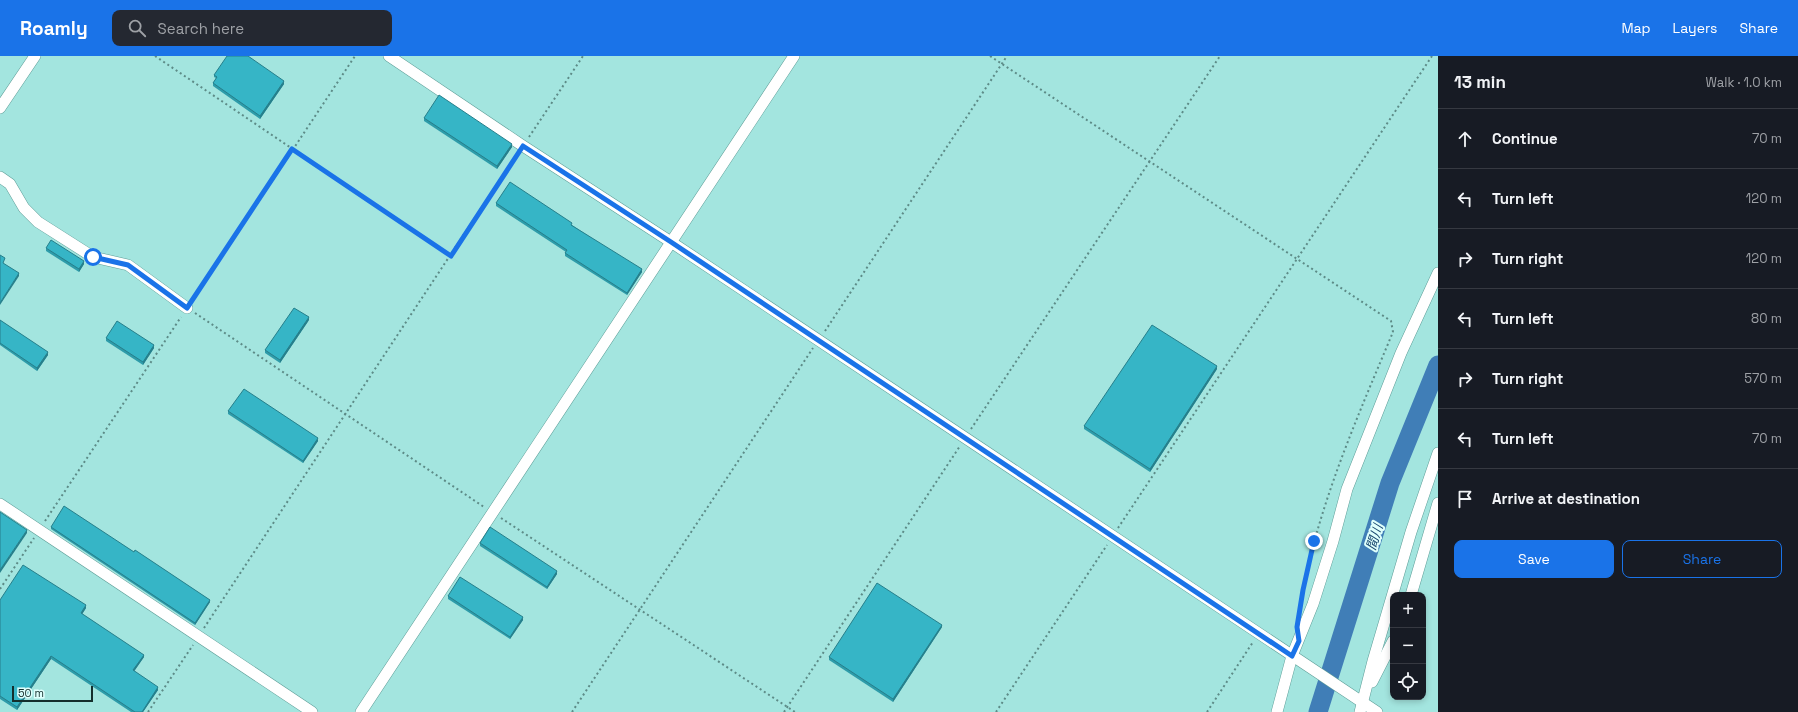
<!DOCTYPE html>
<html lang="en">
<head>
<meta charset="utf-8">
<style>
	body { margin:0; font-family:"Space Grotesk","Noto Sans JP",sans-serif; background:#242831; color:#f1f3f6 }
	.controls { position:absolute; right:12px; bottom:12px; display:grid; overflow:hidden; border-radius:8px; box-shadow:0 2px 6px #0003 }
	.controls button { width:36px; height:36px; display:grid; place-items:center; padding:0; border:0; border-bottom:1px solid #363941; background:#171b24; color:#f1f3f6; font:20px sans-serif }
	.scale { position:absolute; left:12px; bottom:10px; width:81px; box-sizing:border-box; padding-left:4px; border:2px solid #142f2d; border-top:0; font-size:11px; line-height:14px; white-space:nowrap; color:#142f2d; -webkit-text-stroke:3px #dffffc; paint-order:stroke }
	.stop { position:absolute; width:12px; height:12px; margin:-9px; border:3px solid #1a73e8; border-radius:50%; background:#fff }
	.stop.end { background:#1a73e8; border-color:#fff; box-shadow:0 1px 4px #0008 }
	.list { margin:0; padding:0; list-style:none }
	h2 { display:flex; justify-content:space-between; align-items:center; height:52px; margin:0; padding:0 16px; font-size:17px }
	h2 small { font-size:13px; font-weight:400; color:#9ea1a6 }
	.list li { display:grid; grid-template-columns:26px 1fr auto; gap:12px; align-items:center; box-sizing:border-box; height:60px; padding:0 16px; border-top:1px solid #363941 }
	.list b { display:block; font-size:15px; white-space:nowrap }
	.list em { font-size:13px; font-style:normal; color:#9ea1a6 }
	.actions { display:flex; gap:8px; padding:12px 16px }
	.actions a { flex:1; padding:9px 0; border:1px solid #1a73e8; border-radius:8px; text-align:center; font-size:14px; color:#1a73e8 }
	.actions .main { background:#1a73e8; color:#fff }
	.icon { flex:none; width:22px; height:22px; fill:none; stroke:currentColor; stroke-width:2; stroke-linecap:round; stroke-linejoin:round }
	.map { position:relative; flex:none; width:1438px; height:656px; overflow:hidden }
	header { display:flex; align-items:center; gap:24px; box-sizing:border-box; height:56px; padding:0 20px; background:#1a73e8; color:#fff }
	header strong { font-size:19px }
	nav { display:flex; gap:22px; margin-inline-start:auto; font-size:14px }
	.search { width:280px; height:36px; background:#242831; display:flex; align-items:center; gap:10px; box-sizing:border-box; padding:0 14px; border-radius:8px; color:#9ea1a6; font-size:15px }
	main { display:flex }
	aside { flex:1; background:#171b24 }
	.map>svg:first-child { display:block }
</style>
</head>
<body>
<header>
<strong>Roamly</strong>
<div class="search"><svg class="icon" aria-label="search" viewBox="0 0 24 24"><circle cx="10" cy="10" r="6"/><path d="M15 15l6 6"/></svg>Search here</div>
<nav><a>Map</a><a>Layers</a><a>Share</a></nav>
</header>
<main>
<div class="map">
<svg width="1438" height="656" viewBox="0 0 1438 656">
	<rect width="100%" height="100%" fill="#a3e5df"/>
	<g fill="none" stroke-linecap="round" stroke-linejoin="round">
		<polyline stroke="#407eb7" stroke-width="19" points="1318,656 1390,427 1438,309"/>
		<g stroke="#5e9e98" stroke-width="12">
			<g id="minor">
				<polyline points="389,0 523,90 671,186 1377,656"/>
				<polyline points="0,52 35,0"/>
				<polyline points="0,121 10,128 24,152 38,166 93,201 128,209 187,252"/>
				<polyline points="0,448 312,656"/>
				<polyline points="1411,539 1438,447"/>
				<polyline points="1372,626 1393,585"/>
				<polyline points="361,656 794,0"/>
				<polyline points="1277,656 1292,600 1313,548 1333,485 1347,433 1401,297 1438,217"/>
				<polyline points="1360,656 1373,605 1411,476 1438,397"/>
			</g>
		</g>
		<g stroke="#5d8b87" stroke-width="2" stroke-dasharray="2 3" stroke-linecap="butt">
			<polyline points="155,0 451,200"/>
			<path d="M 990,0 L 1391,265 L 1393,276 C 1357,362 1315,456 1301,548"/>
			<polyline points="529,81 583,0"/>
			<polyline points="193,244 355,0"/>
			<polyline points="195,257 484,451"/>
			<polyline points="825,275 1007,0"/>
			<polyline points="971,373 1220,0"/>
			<polyline points="501,462 795,656"/>
			<polyline points="45,465 181,261"/>
			<polyline points="1118,472 1432,0"/>
			<polyline points="0,533 34,482"/>
			<polyline points="204,572 517,98"/>
			<polyline points="148,656 193,589"/>
			<polyline points="572,656 813,292"/>
			<polyline points="784,656 960,390"/>
			<polyline points="996,656 1107,489"/>
			<polyline points="1207,656 1253,586"/>
		</g>
		<use href="#minor" stroke="#fff" stroke-width="11"/>
	</g>
	<g fill="#2e9caa">
		<polygon points="214,19 284,28 260,63 213,30 213,27 216,22 214,21"/>
		<polygon points="424,62 512,91 497,113 424,65"/>
		<polygon points="496,147 572,169 642,216 627,239 565,200 565,197 566,196 496,150"/>
		<polygon points="46,192 84,208 79,216 46,195"/>
		<polygon points="0,264 48,299 37,315 0,289"/>
		<polygon points="309,264 280,307 265,297 265,294"/>
		<polygon points="106,282 154,292 143,309 106,285"/>
		<polygon points="1217,313 1150,416 1084,373 1084,370"/>
		<polygon points="228,355 318,385 303,407 228,358"/>
		<polygon points="51,471 210,546 195,569 51,473"/>
		<polygon points="480,487 557,518 547,533 480,490"/>
		<polygon points="448,540 523,564 510,583 448,543"/>
		<polygon points="0,544 86,552 82,558 144,601 134,615 158,634 143,656 131,656 51,603 17,654 0,643"/>
		<polygon points="942,571 893,646 829,604 829,601"/>
	</g>
	<g fill="#267f8b">
		<polygon points="284,25 284,28 260,63 260,60"/>
		<polygon points="512,88 512,91 497,113 497,110"/>
		<polygon points="84,205 84,208 79,216 79,213"/>
		<polygon points="642,213 642,216 627,239 627,237"/>
		<polygon points="19,217 19,220 0,249 0,247"/>
		<polygon points="309,261 309,264 280,307 280,304"/>
		<polygon points="154,289 154,292 143,309 143,306"/>
		<polygon points="48,296 48,299 37,315 37,312"/>
		<polygon points="1217,310 1217,313 1150,416 1150,413"/>
		<polygon points="318,382 318,385 303,407 303,405"/>
		<polygon points="27,474 27,477 0,517 0,514"/>
		<polygon points="557,515 557,518 547,533 547,531"/>
		<polygon points="210,544 210,546 195,569 195,567"/>
		<polygon points="86,549 86,552 81,560 81,557"/>
		<polygon points="523,561 523,564 510,583 510,581"/>
		<polygon points="942,569 942,571 893,646 893,643"/>
		<polygon points="144,599 144,601 133,617 133,614"/>
		<polygon points="51,600 51,603 17,654 17,651"/>
		<polygon points="158,631 158,634 143,656 142,656"/>
	</g>
	<g fill="#36b5c6" stroke="#267f8b">
		<polygon points="227,0 248,0 284,25 260,60 213,27 217,21 214,19"/>
		<polygon points="439,39 512,88 497,110 424,62"/>
		<polygon points="510,126 572,167 571,169 642,213 627,237 565,197 567,194 496,147"/>
		<polygon points="51,184 84,205 79,213 46,192"/>
		<polygon points="0,199 5,202 3,207 19,217 0,247"/>
		<polygon points="294,252 309,261 280,304 265,294"/>
		<polygon points="0,264 48,296 37,312 0,287"/>
		<polygon points="117,265 154,289 143,306 106,282"/>
		<polygon points="1152,269 1217,310 1150,413 1084,370"/>
		<polygon points="244,333 318,382 303,405 228,355"/>
		<polygon points="64,450 134,496 135,494 210,544 195,567 51,471"/>
		<polygon points="0,456 27,474 0,514"/>
		<polygon points="490,471 557,515 547,531 480,487"/>
		<polygon points="23,509 86,549 81,557 144,599 133,614 158,631 142,656 135,656 51,600 17,651 0,640 0,544"/>
		<polygon points="460,521 523,561 510,581 448,540"/>
		<polygon points="877,527 942,569 893,643 829,601"/>
	</g>
	<g fill="none" stroke-linecap="round" stroke-linejoin="round">
		<polyline stroke="#1a73e8" stroke-width="5" points="93,201 128,209 187,252 292,93 451,200 523,90 671,186 1292,600 1299,585 1297,571 1303,534 1314,485"/>
	</g>
	<g text-anchor="middle" stroke-width="4" stroke-linejoin="round" paint-order="stroke">
		<g font-size="13" font-style="italic" fill="#1b4870" stroke="#dffffc">
			<text transform="translate(1374 481) rotate(-72)" y="5">間川</text>
		</g>
	</g>
</svg>
<div class="controls">
<button>+</button>
<button>−</button>
<button><svg class="icon" aria-label="locate" viewBox="0 0 24 24"><circle cx="12" cy="12" r="6"/><path d="M12 2v4M12 18v4M2 12h4M18 12h4"/></svg></button>
</div>
<div class="scale">50 m</div>
<div class="stop" style="left:93px;top:201px"></div>
<div class="stop end" style="left:1314px;top:485px"></div>
</div>
<aside>
<h2>13 min<small>Walk · 1.0 km</small></h2>
<ul class="list">
<li><svg class="icon" aria-label="ahead" viewBox="0 0 24 24"><path d="M12 20V5M6 11l6-6 6 6"/></svg><div><b>Continue</b></div><em>70 m</em></li>
<li><svg class="icon" aria-label="left" viewBox="0 0 24 24"><path d="M17 20v-9H6M10 6l-5 5 5 5"/></svg><div><b>Turn left</b></div><em>120 m</em></li>
<li><svg class="icon" aria-label="right" viewBox="0 0 24 24"><path d="M7 20v-9h11M14 6l5 5-5 5"/></svg><div><b>Turn right</b></div><em>120 m</em></li>
<li><svg class="icon" aria-label="left" viewBox="0 0 24 24"><path d="M17 20v-9H6M10 6l-5 5 5 5"/></svg><div><b>Turn left</b></div><em>80 m</em></li>
<li><svg class="icon" aria-label="right" viewBox="0 0 24 24"><path d="M7 20v-9h11M14 6l5 5-5 5"/></svg><div><b>Turn right</b></div><em>570 m</em></li>
<li><svg class="icon" aria-label="left" viewBox="0 0 24 24"><path d="M17 20v-9H6M10 6l-5 5 5 5"/></svg><div><b>Turn left</b></div><em>70 m</em></li>
<li><svg class="icon" aria-label="arrive" viewBox="0 0 24 24"><path d="M6 21V4h12l-3 4 3 4H6"/></svg><div><b>Arrive at destination</b></div></li>
</ul>
<div class="actions"><a class="main">Save</a><a>Share</a></div>
</aside>
</main>
</body>
</html>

Work instruction. What is needed is a word-for-word copy of the lines from the start of the data to the line with "position:absolute; right:12px; bottom:12px;", inclusive, with no pictures in it.

Reply.
<!DOCTYPE html>
<html lang="en">
<head>
<meta charset="utf-8">
<style>
	body { margin:0; font-family:"Space Grotesk","Noto Sans JP",sans-serif; background:#242831; color:#f1f3f6 }
	.controls { position:absolute; right:12px; bottom:12px; display:grid; overflow:hidden; border-radius:8px; box-shadow:0 2px 6px #0003 }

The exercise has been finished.